Tim Mann - 2005-10-13

Logged In: YES
user_id=95236

This issue is not a surprise to me, and I find it hard to
get excited about it. Well, I admit it's a reproducibility
issue: there's a chance that you did a build once that
should have failed but didn't, and later when you try to
recreate it, it does fail.

This is bad, but as a consolation, it should be easy to fix
the failing build -- the error should appear when evaluating
the bad function, and since the build result does not depend
on that function in any way, the fix is simply to delete the
call to it. I guess you can create scenarios in which the
call is hard to remove because of some elaborate code
structure, and you also can't delete the function body
because it's called elsewhere. Sigh.

Another small consolation is that it shouldn't happen much
since it should be fairly uncommon to call a function and
discard its result. Shouldn't it?

I didn't find the idea for making it possible for failures
to return a noncacheable ERR and continue to be very
convincing. This is actually an idea we had in the initial
Vesta SDL design (ERR might not even exist if we'd never had
the idea), but it didn't work out well and we discarded it.
I suppose it's possible we just didn't understand how to
make it work, but it still seems kind of questionable. One
specific problem is that if you hit an early failure but
there is still a ton more work that could be done on the
evaluation, you'll do all that work instead of stopping and
reporting the failure back to the user early. I think the
latter is usually what people would prefer.

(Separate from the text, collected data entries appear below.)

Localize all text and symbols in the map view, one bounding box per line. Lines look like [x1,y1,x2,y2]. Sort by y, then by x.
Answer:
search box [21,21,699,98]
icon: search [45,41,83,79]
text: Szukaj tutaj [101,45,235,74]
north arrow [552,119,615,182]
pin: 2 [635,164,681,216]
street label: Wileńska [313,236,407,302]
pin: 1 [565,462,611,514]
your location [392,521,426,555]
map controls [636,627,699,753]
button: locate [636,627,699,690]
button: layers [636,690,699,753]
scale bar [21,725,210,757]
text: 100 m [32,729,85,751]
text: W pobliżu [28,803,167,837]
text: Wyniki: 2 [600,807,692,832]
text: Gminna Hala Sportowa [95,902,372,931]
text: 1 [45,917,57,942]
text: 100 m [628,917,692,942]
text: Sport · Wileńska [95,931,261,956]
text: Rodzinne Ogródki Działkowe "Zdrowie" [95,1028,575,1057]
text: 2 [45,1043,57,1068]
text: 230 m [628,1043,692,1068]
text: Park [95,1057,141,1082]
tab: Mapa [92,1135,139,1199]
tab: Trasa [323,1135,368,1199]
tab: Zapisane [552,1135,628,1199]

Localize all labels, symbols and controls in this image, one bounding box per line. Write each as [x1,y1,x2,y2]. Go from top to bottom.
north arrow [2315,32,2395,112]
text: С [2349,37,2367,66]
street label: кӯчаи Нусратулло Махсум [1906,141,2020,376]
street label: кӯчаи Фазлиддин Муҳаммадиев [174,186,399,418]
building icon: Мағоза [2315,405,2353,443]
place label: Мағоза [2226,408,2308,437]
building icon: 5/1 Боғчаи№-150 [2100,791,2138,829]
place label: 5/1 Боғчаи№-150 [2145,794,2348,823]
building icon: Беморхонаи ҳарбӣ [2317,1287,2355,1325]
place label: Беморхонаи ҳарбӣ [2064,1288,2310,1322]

If you would like to refer to this comment somewhere else in this project, copy and paste the following link:

Kenneth C. Schalk - 2005-11-13

Logged In: YES
user_id=304837

Steve Hoover wrote:
> One solution might be to defer the fatality of a function.
> Return a "fatal" indication as the function result, and
> propagate this through the evaluation. Only if the build
> result depends on the failing function's return value
> would the build fail. Unfortunately, this approach is
> nearly impossible to implement.

I don't think this is "nearly impossible to implement",
though it has some potential problems.

Once upon a time, run-time errors during SDL evaluation were
not immediately fatal. Instead, an operation with an error
resulted in the special error value ERR. It would not be
hard to go back to that way of doing things, as making such
problems fatal was done by making the constructor for the
ErrorVC class throw an exception. (See line 1250 in
/vesta/vestasys.org/vesta/eval/72/src/Val.C.)

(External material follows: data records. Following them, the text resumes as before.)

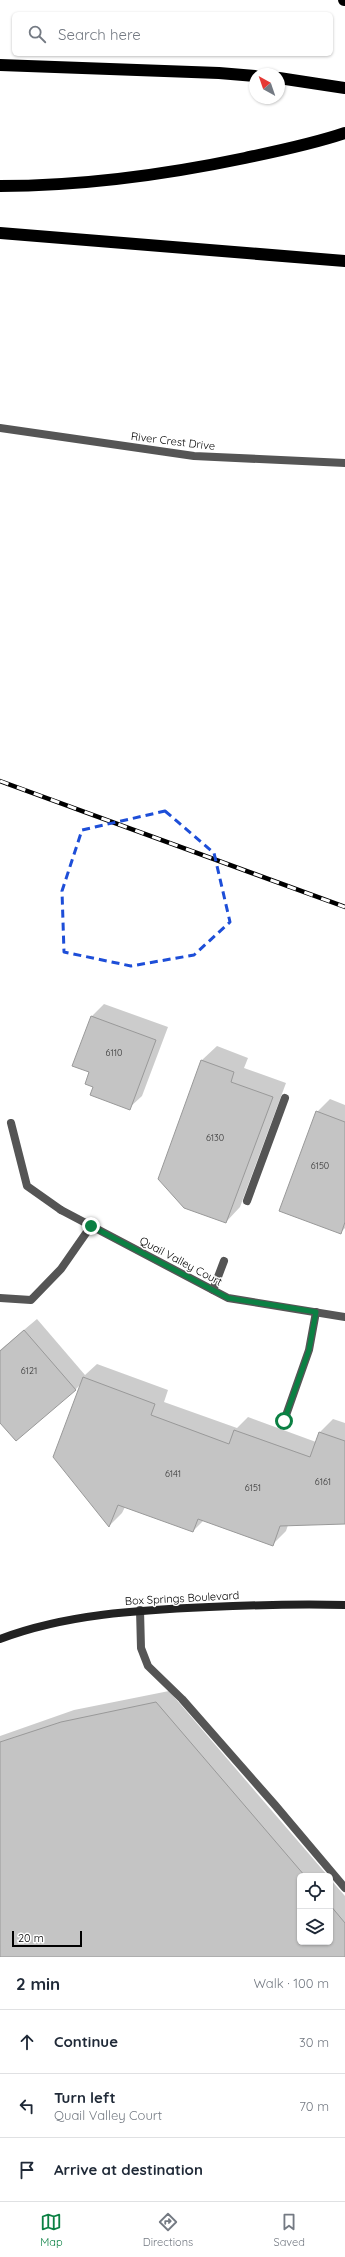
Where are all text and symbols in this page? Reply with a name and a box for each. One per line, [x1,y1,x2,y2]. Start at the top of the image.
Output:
search box [12,12,333,56]
icon: search [26,23,48,45]
text: Search here [58,25,141,44]
north arrow [249,68,285,104]
street label: River Crest Drive [130,429,216,453]
house number: 6110 [106,1047,122,1058]
house number: 6130 [206,1132,224,1143]
house number: 6150 [311,1160,329,1171]
route end [82,1217,100,1235]
street label: Quail Valley Court [137,1233,225,1289]
house number: 6121 [21,1365,37,1376]
route start [275,1412,293,1430]
house number: 6141 [165,1468,181,1479]
house number: 6161 [315,1476,331,1487]
house number: 6151 [245,1482,261,1493]
street label: Box Springs Boulevard [124,1588,240,1608]
map controls [297,1873,333,1945]
button: locate [297,1873,333,1909]
button: layers [297,1909,333,1945]
scale bar [12,1929,82,1948]
text: 20 m [18,1931,44,1945]
text: 2 min [16,1973,60,1994]
text: Walk · 100 m [253,1975,329,1991]
icon: ahead [16,2031,38,2053]
text: Continue [54,2032,118,2051]
text: 30 m [299,2034,329,2050]
text: Turn left [54,2088,116,2107]
icon: left [16,2095,38,2117]
text: 70 m [299,2098,329,2114]
text: Quail Valley Court [54,2107,162,2123]
icon: arrive [16,2159,38,2181]
text: Arrive at destination [54,2160,203,2179]
tab: Map [40,2211,63,2249]
tab: Directions [143,2211,193,2249]
tab: Saved [273,2211,305,2249]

I'm not sure I recall the exact motivations for this change
(it was made more than 4 years ago, before Vesta was
released as free software and before I became the primary
maintainer of it), but I think they were:

- Failing immediately rather than propagating ERR values up
the call chain makes it easier to debug errors, because you
can see precisely where the error occurs. (When the ERR
value was instead generated, it might propagate up through
several levels of the SDL call stack losing the exact point
where the error occurred.)

- Bridges would sometimes handle or generate ERR values,
which added a bunch of additional complexity to them. (For
an example of this see line 21 of
/vesta/vestasys.org/bridges/mtex/1/build.ves.)

- Tool failures were already immediately fatal (which also
simplified bridges and debugging), and it seemed confusing
to have two different policies on how failures would affect
the continuation of an evaluation

I don't think it would be too hard to deal with these issues
and still allow execution to proceed past errors. Aside
from the idea Steve (the submitter) proposed of having a
single fatal/non-fatal switch for error handling (and we
could use the existing "-k" flag for that), here are some
other ideas:

- We could have the error value record and carry with it a
stack trace of where it cam from. This would make it
possible to determine the cause of an error even if it makes
its way all the way up to the final result of a build. To
really make this work we would have to have all the
operators and primitive functions handle ERR as an input
value and add more information to this stored error context,
rather than simply recording a new error context and
discarding the old one.

- In the "non-fatal" case we could have a failed _run_tool
return ERR rather than its normal result.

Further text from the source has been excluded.